One of the key advantages of containers is the ability to move transparently across multiple hosts. The dependency of a container to the host machine makes the move to Docker less useful.

ClusterHQ identified this as the biggest challenge that DevOps teams face when moving containerized workloads to production, so they created Flocker, a tool that transparently brings the persistence and statefulness to Docker containers. Unlike Docker data volumes that force host affinity, Flocker data volumes are portable and can be ported along with the container. Flocker provides tools to manage containers and volumes together.

Based on ZFS, Flocker creates its own storage backend that handles persistence. When a stateful container is migrated, Flocker takes a snapshot of the volume and restores it on the destination host. When the container is launched on the new host, it will find that the same volume is available to it.

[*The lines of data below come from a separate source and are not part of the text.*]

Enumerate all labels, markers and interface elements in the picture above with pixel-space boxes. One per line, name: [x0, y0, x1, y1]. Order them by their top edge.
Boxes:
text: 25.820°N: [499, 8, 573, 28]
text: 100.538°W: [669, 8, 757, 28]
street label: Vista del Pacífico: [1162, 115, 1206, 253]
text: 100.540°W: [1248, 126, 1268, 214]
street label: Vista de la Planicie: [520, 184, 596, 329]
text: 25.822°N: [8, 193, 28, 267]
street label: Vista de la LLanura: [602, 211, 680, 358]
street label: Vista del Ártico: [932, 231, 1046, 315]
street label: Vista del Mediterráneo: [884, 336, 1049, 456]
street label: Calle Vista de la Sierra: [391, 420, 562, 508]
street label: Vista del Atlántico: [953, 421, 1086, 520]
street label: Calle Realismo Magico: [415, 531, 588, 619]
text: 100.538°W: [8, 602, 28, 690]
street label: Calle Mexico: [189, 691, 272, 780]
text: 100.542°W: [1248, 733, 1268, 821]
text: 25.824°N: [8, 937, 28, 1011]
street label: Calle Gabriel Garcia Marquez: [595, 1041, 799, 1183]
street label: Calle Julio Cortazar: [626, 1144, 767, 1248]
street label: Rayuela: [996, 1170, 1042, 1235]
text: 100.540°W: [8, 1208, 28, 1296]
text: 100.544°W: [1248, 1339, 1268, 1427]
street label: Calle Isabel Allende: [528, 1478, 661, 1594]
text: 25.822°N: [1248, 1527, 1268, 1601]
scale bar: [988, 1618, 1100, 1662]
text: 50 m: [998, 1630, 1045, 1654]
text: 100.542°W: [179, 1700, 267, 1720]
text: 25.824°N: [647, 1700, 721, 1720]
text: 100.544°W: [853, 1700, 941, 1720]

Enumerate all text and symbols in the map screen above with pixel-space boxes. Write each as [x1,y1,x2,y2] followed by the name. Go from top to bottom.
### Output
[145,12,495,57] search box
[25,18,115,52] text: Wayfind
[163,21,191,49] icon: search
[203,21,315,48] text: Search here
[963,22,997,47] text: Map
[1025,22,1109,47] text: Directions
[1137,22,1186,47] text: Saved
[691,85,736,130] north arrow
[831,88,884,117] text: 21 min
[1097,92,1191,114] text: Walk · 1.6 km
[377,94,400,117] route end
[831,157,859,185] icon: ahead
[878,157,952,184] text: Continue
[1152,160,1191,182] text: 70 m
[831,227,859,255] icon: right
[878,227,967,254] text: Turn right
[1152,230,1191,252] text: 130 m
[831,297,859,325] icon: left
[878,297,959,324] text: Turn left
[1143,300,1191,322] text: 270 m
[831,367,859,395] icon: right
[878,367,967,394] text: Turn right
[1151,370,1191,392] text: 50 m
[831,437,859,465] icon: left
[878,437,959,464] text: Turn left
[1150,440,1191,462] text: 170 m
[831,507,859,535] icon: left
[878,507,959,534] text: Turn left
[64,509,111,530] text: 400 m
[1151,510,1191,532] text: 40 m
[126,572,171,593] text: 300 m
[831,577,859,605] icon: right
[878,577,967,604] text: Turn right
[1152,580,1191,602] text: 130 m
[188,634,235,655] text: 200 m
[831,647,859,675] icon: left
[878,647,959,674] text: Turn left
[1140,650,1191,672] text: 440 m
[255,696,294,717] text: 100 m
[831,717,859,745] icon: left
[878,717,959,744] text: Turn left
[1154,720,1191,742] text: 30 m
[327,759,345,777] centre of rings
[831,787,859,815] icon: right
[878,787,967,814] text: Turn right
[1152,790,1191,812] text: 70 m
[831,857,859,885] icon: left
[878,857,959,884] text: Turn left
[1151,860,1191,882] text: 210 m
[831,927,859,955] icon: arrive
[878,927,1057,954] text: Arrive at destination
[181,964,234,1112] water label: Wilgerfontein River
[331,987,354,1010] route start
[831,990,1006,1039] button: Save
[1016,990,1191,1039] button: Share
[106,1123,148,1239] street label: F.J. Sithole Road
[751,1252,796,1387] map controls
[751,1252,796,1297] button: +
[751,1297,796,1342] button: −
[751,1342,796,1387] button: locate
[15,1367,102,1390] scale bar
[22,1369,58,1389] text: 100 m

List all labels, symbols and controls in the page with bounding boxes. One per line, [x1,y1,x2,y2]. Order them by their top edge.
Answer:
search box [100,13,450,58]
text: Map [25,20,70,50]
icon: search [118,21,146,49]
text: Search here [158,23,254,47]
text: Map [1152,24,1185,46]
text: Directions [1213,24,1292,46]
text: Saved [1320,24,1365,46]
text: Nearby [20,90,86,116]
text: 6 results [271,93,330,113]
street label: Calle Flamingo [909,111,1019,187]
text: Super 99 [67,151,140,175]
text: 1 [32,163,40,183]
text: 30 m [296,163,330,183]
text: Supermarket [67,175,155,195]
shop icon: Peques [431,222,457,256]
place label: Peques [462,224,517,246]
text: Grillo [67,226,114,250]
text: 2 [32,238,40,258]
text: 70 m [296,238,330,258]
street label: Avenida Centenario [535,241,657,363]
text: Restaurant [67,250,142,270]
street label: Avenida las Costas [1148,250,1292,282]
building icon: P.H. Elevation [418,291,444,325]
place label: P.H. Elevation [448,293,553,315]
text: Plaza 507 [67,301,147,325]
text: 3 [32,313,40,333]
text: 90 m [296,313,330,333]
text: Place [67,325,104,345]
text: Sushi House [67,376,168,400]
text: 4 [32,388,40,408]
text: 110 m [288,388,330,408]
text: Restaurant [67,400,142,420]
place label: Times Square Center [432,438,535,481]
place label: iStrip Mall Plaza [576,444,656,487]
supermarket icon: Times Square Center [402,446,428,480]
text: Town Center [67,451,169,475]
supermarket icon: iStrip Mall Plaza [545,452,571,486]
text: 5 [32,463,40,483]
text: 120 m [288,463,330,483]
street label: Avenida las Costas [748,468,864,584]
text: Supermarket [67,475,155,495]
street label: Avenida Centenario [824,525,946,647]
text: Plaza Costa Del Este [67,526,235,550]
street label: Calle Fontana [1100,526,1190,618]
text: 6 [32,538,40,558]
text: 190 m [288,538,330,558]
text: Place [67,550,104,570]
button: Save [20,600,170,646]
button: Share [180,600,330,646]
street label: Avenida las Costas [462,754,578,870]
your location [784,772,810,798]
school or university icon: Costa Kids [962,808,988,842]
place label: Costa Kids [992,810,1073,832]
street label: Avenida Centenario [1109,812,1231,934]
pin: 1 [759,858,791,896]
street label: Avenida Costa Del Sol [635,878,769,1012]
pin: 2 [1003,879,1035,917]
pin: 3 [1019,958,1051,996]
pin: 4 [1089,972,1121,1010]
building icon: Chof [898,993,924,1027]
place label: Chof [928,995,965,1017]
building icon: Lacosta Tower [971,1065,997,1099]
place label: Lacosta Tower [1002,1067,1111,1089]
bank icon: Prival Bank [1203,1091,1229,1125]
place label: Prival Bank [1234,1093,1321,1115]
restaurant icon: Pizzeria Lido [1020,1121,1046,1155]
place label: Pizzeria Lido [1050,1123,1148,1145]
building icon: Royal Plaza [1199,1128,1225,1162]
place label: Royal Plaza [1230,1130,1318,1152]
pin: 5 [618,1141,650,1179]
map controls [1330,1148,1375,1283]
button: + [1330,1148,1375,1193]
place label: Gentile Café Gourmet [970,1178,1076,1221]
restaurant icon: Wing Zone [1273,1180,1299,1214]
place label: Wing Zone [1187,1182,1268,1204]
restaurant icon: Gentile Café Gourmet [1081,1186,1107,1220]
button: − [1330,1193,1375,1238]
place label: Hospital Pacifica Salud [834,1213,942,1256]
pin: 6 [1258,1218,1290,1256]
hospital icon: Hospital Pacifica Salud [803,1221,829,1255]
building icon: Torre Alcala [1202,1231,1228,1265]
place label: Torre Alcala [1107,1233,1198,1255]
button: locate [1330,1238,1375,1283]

The migration of data along with containers provides an illusion of seamless portability. Behind the scenes, Flocker handles the complexity of managing the storage volumes.

Weave brings connectivity, discovery, and monitoring to containers

Docker networking is not for the fainthearted; the architecture is complex, and if it is not dealt with the right way, it can create many challenges in the production environment. Weaveworks is attempting to simplify Docker networking by bringing traditional network capabilities to containers.

A key feature of Weave is the virtual Ethernet switch. The containers participating in a cluster see the virtual Ethernet switch as a giant switch connecting all the containers. The containers can talk to each other in the same way the Linux machines talk to each other in a homogenous network. DevOps teams can use traditional networking tools to administer and manage the network layer.

Weave’s other dominant feature is the integrated DNS service. Since containers may run on any host at a given point, they need to advertise their location. Dependent containers will look up the central database/registry to discover the target container’s location. Weave’s DNS feature solves the containers’ discovery problem through the traditional DNS model. Each container is pointed to the local DNS container for lookup. By running Weave DNS on each host, the platform keeps the records in sync.

WeaveDNS also supports load balancing and health monitoring of containers. The service can route the traffic to one of the containers registered with the same network. It can also remove the address of any dead container to prevent it from receiving requests.

Docker plugins

At the recent DockerCon conference in San Francisco, the company announced a plugin architecture that seamlessly integrates third-party tools with the core the Docker platform. It was not surprising to see Flocker and Weave as the first set of plugins to get integrated with Docker. The plugin architecture enables Docker customers to use the same set of core tools without having to deal with disparate tools for each feature.

If you are keen on evaluating Docker for complex workloads, you must evaluate Flocker and Weave. Your IT teams will like them.